Значительно более высокую чувствительность можно получить при использовании флуоресцентнго детектора (FDS, от английского fluorescence detected sedimentation), так как необходимая в этом случае концентрация вещества на несколько порядков ниже, чем при использовании UV-абсорбционной оптики. Более того, молекулы с различными флуорофорами могут быть зарегистрированы селективно, даже если они присутствуют как минорные компоненты в смеси соединений. Пример работы центрифуги с флуоресцирующей оптикой дан на следующем рисунке, где показан профиль седиментации зеленого флуоресцирующего белка при концентрации 40 нМ (молекулярная масса белка 30.840 Дa). На этом же рисунке показан седиментационный профиль этого же белка, полученный с использованием оптики поглощения при концентрации 16 μМ. Следует заметить, что два этих эксперимента приводят к несколько разным значениям вычисляемой молекулярной массы. Так эксперименты по поглощению дают М=29.520 Да (s = 2.83S), тогда как использование флуоресценции приводит к несколько заниженным величинам (М =27.297 Да и s = 2.71S). Причины такого расхождения пока не известны, однако из общих соображений следует, что все они связаны с неоднозначной зависимостью между концентрацией и флуоресценцией (фотобличинг, вариации квантового выхода, выделение флуоресцентного сигнала, гашение флуоресцентного сигнала некоторыми атомами, например О₂).

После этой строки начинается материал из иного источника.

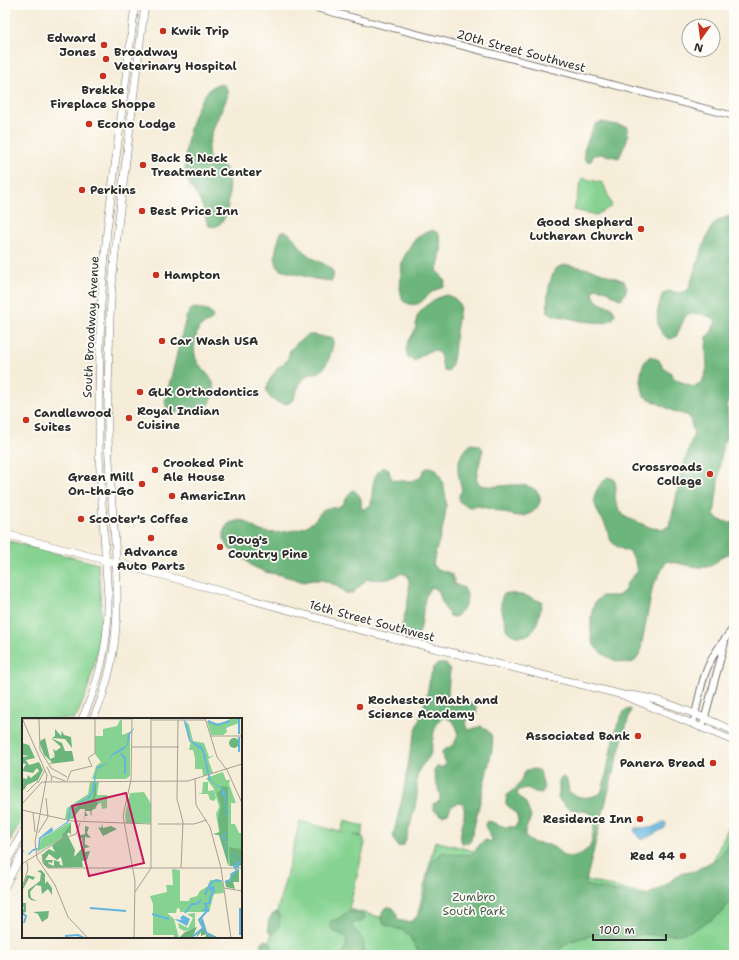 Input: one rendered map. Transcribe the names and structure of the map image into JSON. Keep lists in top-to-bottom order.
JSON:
{
  "streets": {
    "main road": ["South Broadway Avenue", "16th Street Southwest"],
    "street": ["20th Street Southwest"]
  },
  "crossings": [
    ["South Broadway Avenue", "16th Street Southwest"]
  ],
  "parks": ["Zumbro South Park"],
  "places": [
    "Kwik Trip",
    "Edward Jones",
    "Broadway Veterinary Hospital",
    "Brekke Fireplace Shoppe",
    "Econo Lodge",
    "Back & Neck Treatment Center",
    "Perkins",
    "Best Price Inn",
    "Good Shepherd Lutheran Church",
    "Hampton",
    "Car Wash USA",
    "GLK Orthodontics",
    "Royal Indian Cuisine",
    "Candlewood Suites",
    "Crooked Pint Ale House",
    "Crossroads College",
    "Green Mill On-the-Go",
    "AmericInn",
    "Scooter's Coffee",
    "Advance Auto Parts",
    "Doug's Country Pine",
    "Rochester Math and Science Academy",
    "Associated Bank",
    "Panera Bread",
    "Residence Inn",
    "Red 44"
  ],
  "scale_bar": "100 m",
  "north": "bottom"
}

Рис. Raw absorbance data at 280 nm for 16 μM GFP, one out of every 10 scans is displayed (panel A). c(M) of absorbance data (panel B), 100 scans were used for the c(M) analysis. Raw AU-FDS data for 40 nM GFP (panel C). One out of every 50 scans is (more ...)

Rachel R. Kroe¹ and Thomas M. Laue² Anal Biochem. 2009 July 1; 390(1): 1–13.

В заключение этого параграфа укажем на простую возможность введения флуоресцентных меток в рекомбинантные белки, которые на одном из своих концов содержит олигогистидин, на который можно методами координационной химии посадить флуоресцентную метку.